This exercise was generated from a Jupyter notebook. You can download the notebook here.

Objective¶

In this brief tutorial, we will learn how to generate random numbers and write our in-house function for sampling from the binomial distribution.

Coin flips¶

Let us start with the simulation of coin flips in a case where the probability of heads ($p$) is not necessarily 1/2. To do this, we will use numpy's the random number generator function called numpy.random.rand() which returns uniformly distributed numebers in the $[0,1]$ interval. Since the probability of heads also falls within the same interval, a convenient way for simulating random "heads" outcomes will be to generate a random number in the $[0,1]$ interval and accept the toss as "heads" if this number is less than or equal to $p$. Let's code this up:

# Load the standard libraries
import numpy as np
import matplotlib.pyplot as plt
%matplotlib inline

# Generate a single toss event

p = 0.2 # Probability of heads
x = np.random.rand() # Random number in [0,1]

# Simulate a random outcome
if x <= p:
    outcome = 'H'
else:
    outcome = 'T'
print(outcome)

T

Running the block multiple times, we can see that the outcome is 'T' most of the time, which is what we would expect from our choice of a small $p$ value. To be convinced about the validity of this method, however, we need to gather statistics from multiple realizations. Let's do that.

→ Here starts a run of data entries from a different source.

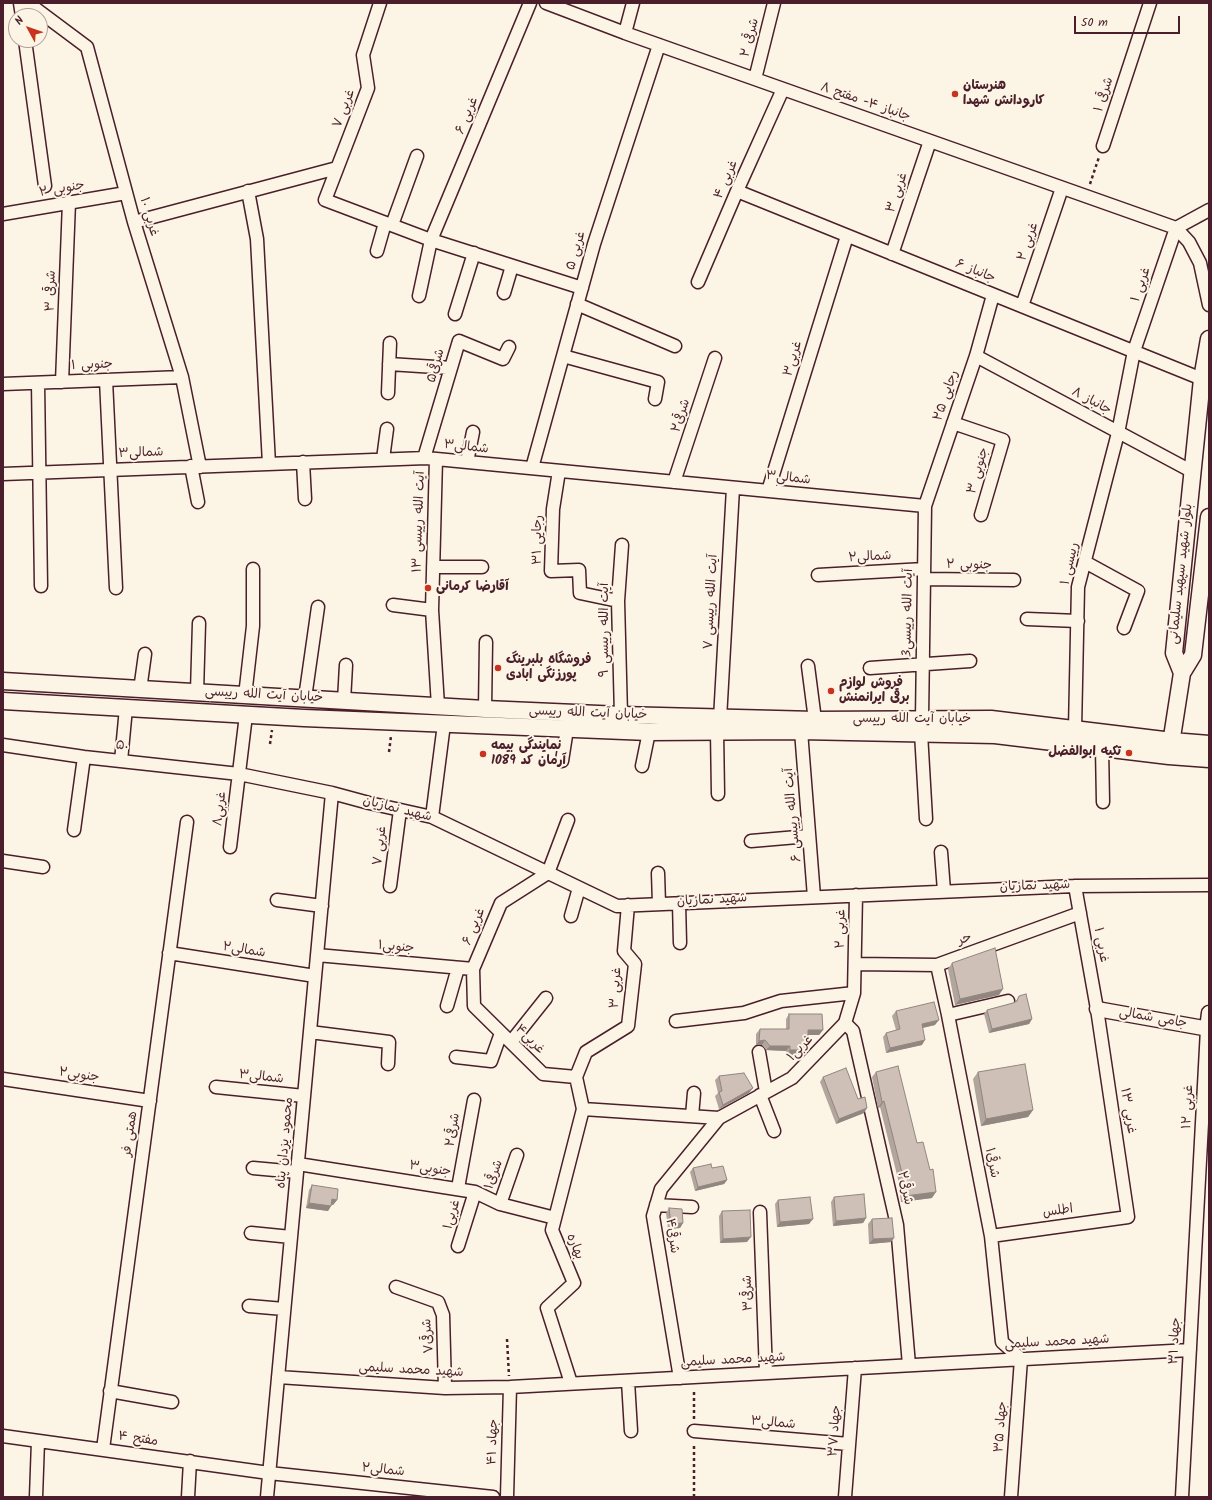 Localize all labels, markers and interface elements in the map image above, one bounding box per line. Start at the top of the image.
north arrow [8,8,48,48]
scale bar [1076,8,1182,34]
text: N [10,12,29,29]
text: 50 m [1081,13,1108,32]
street label: شرقی ۲ [738,17,764,59]
street label: شرقی ۱ [1092,76,1118,114]
place label: هنرستان کارودانش شهدا [963,79,1045,110]
street label: جانباز ۴- مفتح ۸ [818,80,912,126]
street label: غربی ۷ [331,88,359,130]
marker: هنرستان کارودانش شهدا [950,89,960,99]
street label: غربی ۶ [453,95,483,137]
street label: غربی ۴ [712,158,742,202]
street label: غربی ۳ [884,171,912,215]
street label: جنوبی ۲ [38,178,86,202]
street label: غربی ۱۰ [135,196,161,238]
street label: غربی ۲ [1015,221,1043,263]
street label: غربی ۵ [564,230,590,272]
street label: جانباز ۶ [953,257,997,287]
street label: غربی ۱ [1129,266,1155,304]
street label: شرقی ۳ [43,270,61,312]
street label: غربی۳ [781,339,807,379]
street label: شرقی۵ [425,347,449,385]
street label: جنوبی ۱ [71,357,113,375]
street label: رجایی ۲۵ [931,369,963,423]
street label: جانباز ۸ [1068,385,1114,419]
street label: شرقی۲ [669,397,695,435]
street label: شمالی۳ [443,438,489,458]
street label: شمالی۳ [118,445,164,463]
street label: جنوبی ۳ [965,446,993,496]
street label: شمالی۳ [765,469,811,489]
street label: آیت الله رییسی ۱۳ [410,471,430,573]
street label: بلوار شهید سپهبد سلیمانی [1167,503,1197,645]
street label: رجایی ۳۱ [531,515,547,565]
street label: رییسی ۱ [1059,541,1083,587]
street label: شمالی۲ [848,549,892,567]
street label: آیت الله رییسی ۷ [702,554,722,650]
street label: جنوبی ۲ [946,558,992,574]
street label: آیت الله رییسی3 [900,569,918,657]
place label: آقارضا کرمانی [436,580,509,596]
marker: آقارضا کرمانی [423,583,433,593]
street label: آیت الله رییسی ۹ [598,583,614,677]
place label: فروشگاه بلبرینگ پورزنگی ابادی [506,653,591,684]
marker: فروشگاه بلبرینگ پورزنگی ابادی [493,663,503,673]
place label: فروش لوازم برقی ایرانمنش [839,676,909,707]
street label: خیابان آیت الله رییسی [204,685,324,707]
marker: فروش لوازم برقی ایرانمنش [826,686,836,696]
street label: خیابان آیت الله رییسی [529,704,647,724]
street label: خیابان آیت الله رییسی [853,712,971,728]
street label: ۵۰ [114,738,130,756]
place label: نمایندگی بیمه آرمان کد 1089 [491,739,566,770]
place label: تکیه ابوالفضل [1048,745,1121,761]
marker: تکیه ابوالفضل [1124,748,1134,758]
marker: نمایندگی بیمه آرمان کد 1089 [478,749,488,759]
street label: آیت الله رییسی ۶ [782,767,806,863]
street label: غربی۸ [211,791,231,827]
street label: شهید نمازیان [361,794,433,826]
street label: غربی ۷ [371,825,391,867]
street label: شهید نمازیان [1000,878,1070,896]
street label: شهید نمازیان [676,891,748,911]
street label: غربی ۶ [460,906,490,948]
street label: غربی ۲ [834,909,850,949]
street label: غربی ۱ [1089,926,1111,964]
street label: حر [956,930,974,950]
street label: جنوبی۱ [377,939,415,957]
street label: شمالی۲ [221,940,267,962]
street label: غربی ۳ [608,967,626,1009]
street label: جامی شمالی [1118,1005,1188,1033]
street label: غربی۴ [511,1022,547,1058]
street label: غربی۱ [785,1033,817,1065]
street label: جنوبی۲ [58,1065,100,1087]
street label: شمالی۳ [238,1068,284,1088]
street label: غربی ۱۲ [1180,1084,1198,1130]
street label: غربی ۱۳ [1116,1087,1138,1135]
street label: محمود یزدان پناه [274,1097,298,1189]
street label: همتی فر [120,1110,142,1158]
street label: شرقی۲ [443,1112,465,1148]
street label: شرقی۱ [980,1147,1002,1179]
street label: شرقی۱ [482,1158,508,1192]
street label: جنوبی۳ [408,1159,452,1181]
street label: شرقی۲ [893,1170,915,1206]
street label: غربی۱ [441,1198,465,1232]
street label: اطلس [1042,1202,1074,1222]
street label: شرقی۴ [661,1217,681,1255]
street label: بهاره [562,1232,586,1262]
street label: شرقی۳ [741,1275,757,1311]
street label: جهاد ۳۱ [1167,1317,1185,1365]
street label: شرقی۷ [420,1318,438,1354]
street label: شهید محمد سلیمی [1004,1332,1110,1354]
street label: شهید محمد سلیمی [680,1350,786,1372]
street label: شهید محمد سلیمی [358,1360,464,1382]
street label: جهاد ۳۵ [992,1401,1012,1453]
street label: جهاد ۳۷ [826,1405,846,1457]
street label: شمالی۳ [750,1414,796,1434]
street label: جهاد ۴۱ [485,1419,503,1465]
street label: مفتح ۴ [117,1429,159,1451]
street label: شمالی۲ [361,1461,405,1481]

N = 1000 # Number of 'coin flips'
n_heads = 0 # Variable to keep track of the number of 'heads'

for i in range(N):
    x = np.random.rand() # Random number in [0,1]
    if x <= p:
        n_heads = n_heads + 1
print(n_heads/N)

0.205

This looks much more convincing! Out of 1000 simulated coin flips, 207 landed on 'H' which implies an estimated probability of heads $\hat{p} = 0.207$ - pretty close to our prescribed value. We will now use this machinery to perform a binomial partitioning.

Sampling from a binomial distribution¶

Recall the story behind the binomial distribution - is we tosses a biased coin $N$ times, then the number of times we get 'heads' ($n_H$) will be distributed binomially ($n_H \sim B(N,p)$). The block of code above does exactly this task. We can turn it into a function to reuse in the future.

def sample_binomial(N,p):
    n_heads = 0 # Variable to keep track of the number of 'heads'

    for i in range(N):
        x = np.random.rand() # Random number in [0,1]
        if x <= p:
            n_heads = n_heads + 1
    return n_heads

Now, let's call this function lots of times and make a histogram of the numbers of heads we get in the different realizations.

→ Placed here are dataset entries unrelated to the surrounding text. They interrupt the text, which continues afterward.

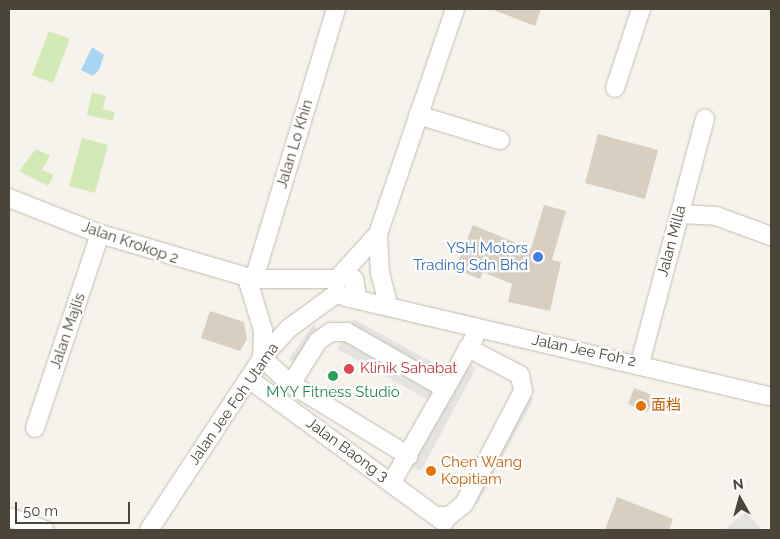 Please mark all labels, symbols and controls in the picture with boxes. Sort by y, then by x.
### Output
street label: Jalan Lo Khin [273,97,317,191]
street label: Jalan Milla [654,203,690,279]
street label: Jalan Krokop 2 [79,218,181,268]
place label: YSH Motors Trading Sdn Bhd [413,239,528,274]
marker: YSH Motors Trading Sdn Bhd [532,251,544,263]
street label: Jalan Majlis [47,291,89,371]
street label: Jalan Jee Foh 2 [530,331,638,371]
street label: Jalan Jee Foh Utama [185,339,283,469]
place label: Klinik Sahabat [360,360,457,378]
marker: Klinik Sahabat [342,362,356,376]
marker: MYY Fitness Studio [327,370,339,382]
place label: MYY Fitness Studio [266,384,400,402]
place label: 面档 [651,397,681,415]
marker: 面档 [635,400,647,412]
street label: Jalan Baong 3 [302,414,392,486]
place label: Chen Wang Kopitiam [441,453,522,488]
marker: Chen Wang Kopitiam [425,465,437,477]
north arrow [715,474,765,524]
text: N [732,476,744,493]
scale bar [18,492,132,524]
text: 50 m [23,502,58,520]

n_trial = 1000 # Number of experiment repeats

N = 9 # Number of tosses in each experiment
p = 0.2 # Probability of heads

n_heads_arr = np.zeros(n_trial)
for i in range(n_trial):
    n_heads = sample_binomial(N,p)
    n_heads_arr[i] = n_heads

plt.hist(n_heads_arr);

Ugh.. This histogram looks ugly. It's because by default the histogram function does not bin at integer positions. We could force it to bin properly by specifying the binning locations, but we'll write our own version instead. We simply need to calculate the number of trials that led to the given total number of heads $i$ for all possible values of $i=0,1,...,N$ and make a scatter plot of the resulting pairs.

for i in range(N+1):
    n_i = np.sum(n_heads_arr == i) # Number of trials with 'i' heads
    plt.scatter(i, n_i, color='k') 
    plt.plot([i,i], [0,n_i], color='k') # Add vertical lines for better looks
plt.xlabel(r'Number of heads, $n_H$', fontsize=12)
plt.ylabel(r'Frequency (out of %d trials)'%n_trial, fontsize=12)
plt.show()

This looks much better! To see if the peak location makes sense, remember that the mean of the binomial distribution is $\langle n_H \rangle = Np = 1.8$ for our parameter choices ($N=9$ and $p=0.2$). Indeed, the peak is around 2 which passes our sanity check.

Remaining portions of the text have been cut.